Extracted information
- Opening Delimiter -
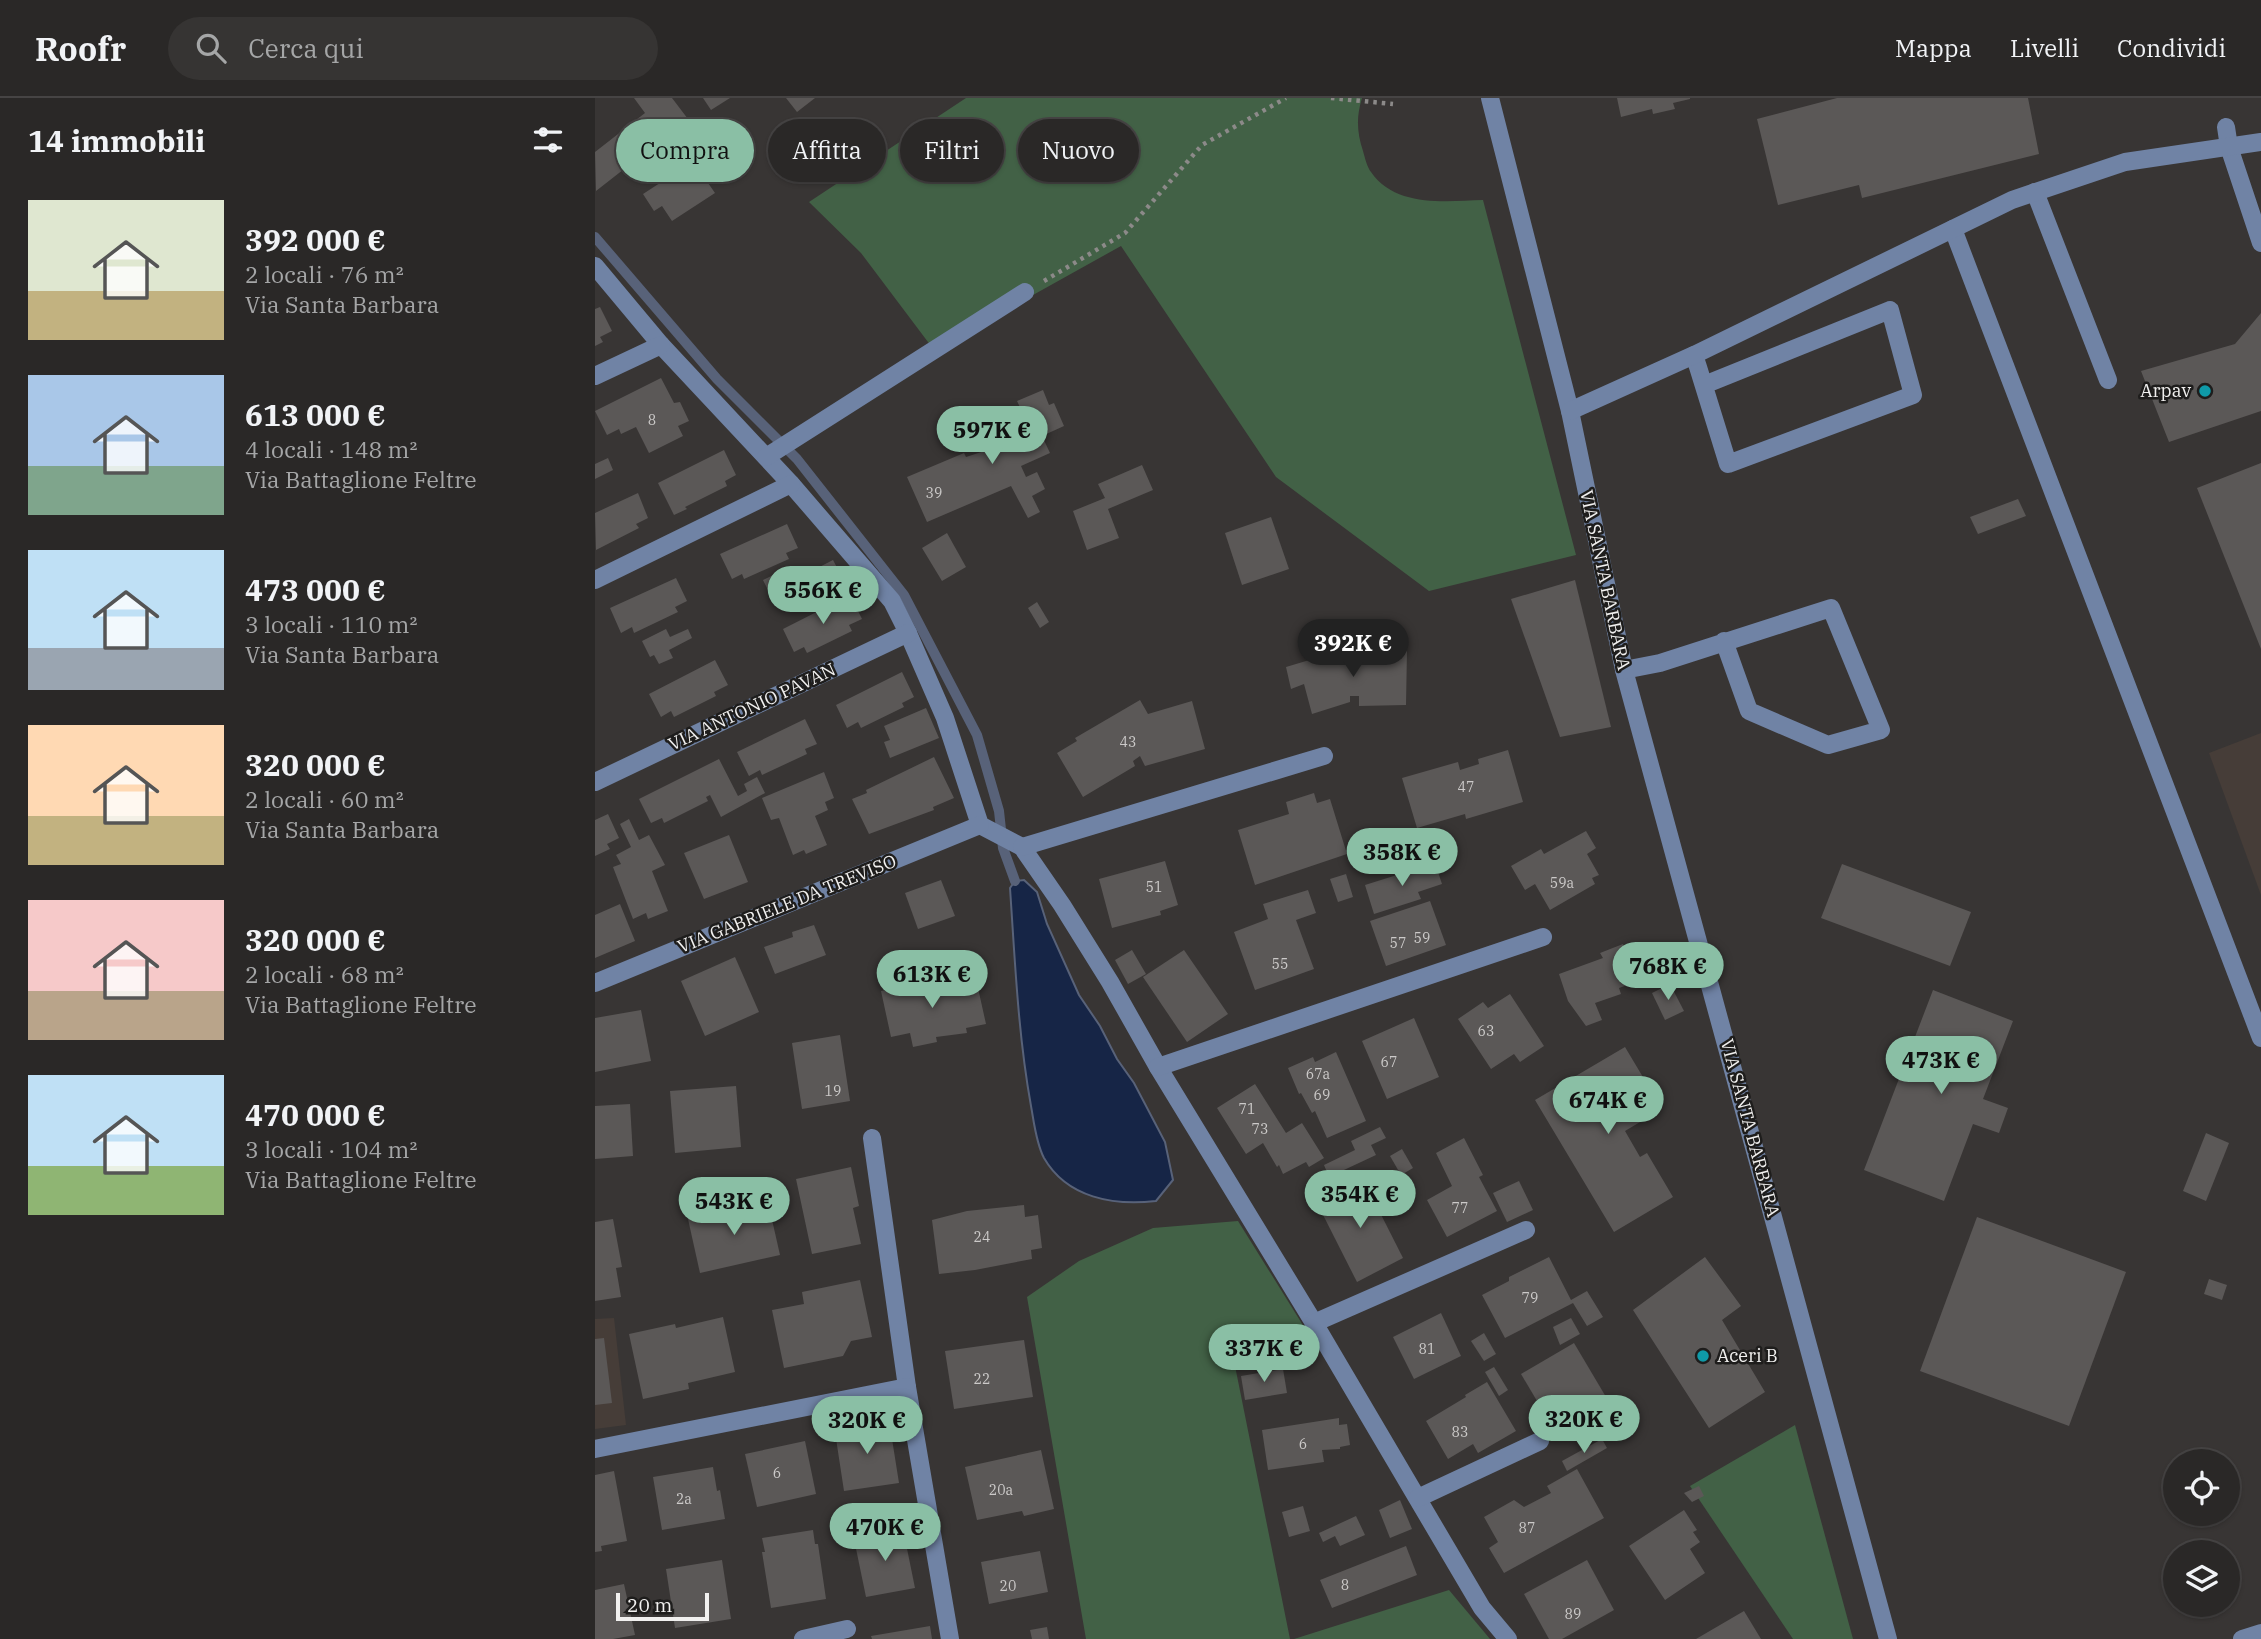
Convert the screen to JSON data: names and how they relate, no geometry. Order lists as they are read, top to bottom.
{
  "streets": {
    "street": ["VIA SANTA BARBARA", "VIA ANTONIO PAVAN", "VIA GABRIELE DA TREVISO"]
  },
  "places": ["Arpav", "Aceri B"],
  "house_numbers": [
    "8",
    "39",
    "43",
    "47",
    "59a",
    "51",
    "59",
    "57",
    "55",
    "63",
    "67",
    "67a",
    "19",
    "69",
    "71",
    "73",
    "77",
    "24",
    "79",
    "81",
    "22",
    "83",
    "6",
    "6",
    "20a",
    "2a",
    "87",
    "8",
    "20",
    "89"
  ],
  "scale_bar": "20 m",
  "page": {
    "header": "Roofr",
    "search": "Cerca qui",
    "nav": ["Mappa", "Livelli", "Condividi"],
    "heading": "14 immobili",
    "chip": [
      "Compra",
      "Affitta",
      "Filtri",
      "Nuovo"
    ],
    "list": [
      {
        "name": "392 000 €",
        "note": "2 locali · 76 m² · Via Santa Barbara"
      },
      {
        "name": "613 000 €",
        "note": "4 locali · 148 m² · Via Battaglione Feltre"
      },
      {
        "name": "473 000 €",
        "note": "3 locali · 110 m² · Via Santa Barbara"
      },
      {
        "name": "320 000 €",
        "note": "2 locali · 60 m² · Via Santa Barbara"
      },
      {
        "name": "320 000 €",
        "note": "2 locali · 68 m² · Via Battaglione Feltre"
      },
      {
        "name": "470 000 €",
        "note": "3 locali · 104 m² · Via Battaglione Feltre"
      }
    ],
    "price": [
      "597K €",
      "556K €",
      "392K €",
      "358K €",
      "768K €",
      "613K €",
      "473K €",
      "674K €",
      "354K €",
      "543K €",
      "337K €",
      "320K €",
      "320K €",
      "470K €"
    ],
    "scale": "20 m"
  }
}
- Closing Delimiter -
Work item
Your copy should hold every entry exactly as written, but none of the pictures.

Output below
Convert the screen to JSON data: names and how they relate, no geometry. Order lists as they are read, top to bottom.
{
  "streets": {
    "street": ["VIA SANTA BARBARA", "VIA ANTONIO PAVAN", "VIA GABRIELE DA TREVISO"]
  },
  "places": ["Arpav", "Aceri B"],
  "house_numbers": [
    "8",
    "39",
    "43",
    "47",
    "59a",
    "51",
    "59",
    "57",
    "55",
    "63",
    "67",
    "67a",
    "19",
    "69",
    "71",
    "73",
    "77",
    "24",
    "79",
    "81",
    "22",
    "83",
    "6",
    "6",
    "20a",
    "2a",
    "87",
    "8",
    "20",
    "89"
  ],
  "scale_bar": "20 m",
  "page": {
    "header": "Roofr",
    "search": "Cerca qui",
    "nav": ["Mappa", "Livelli", "Condividi"],
    "heading": "14 immobili",
    "chip": [
      "Compra",
      "Affitta",
      "Filtri",
      "Nuovo"
    ],
    "list": [
      {
        "name": "392 000 €",
        "note": "2 locali · 76 m² · Via Santa Barbara"
      },
      {
        "name": "613 000 €",
        "note": "4 locali · 148 m² · Via Battaglione Feltre"
      },
      {
        "name": "473 000 €",
        "note": "3 locali · 110 m² · Via Santa Barbara"
      },
      {
        "name": "320 000 €",
        "note": "2 locali · 60 m² · Via Santa Barbara"
      },
      {
        "name": "320 000 €",
        "note": "2 locali · 68 m² · Via Battaglione Feltre"
      },
      {
        "name": "470 000 €",
        "note": "3 locali · 104 m² · Via Battaglione Feltre"
      }
    ],
    "price": [
      "597K €",
      "556K €",
      "392K €",
      "358K €",
      "768K €",
      "613K €",
      "473K €",
      "674K €",
      "354K €",
      "543K €",
      "337K €",
      "320K €",
      "320K €",
      "470K €"
    ],
    "scale": "20 m"
  }
}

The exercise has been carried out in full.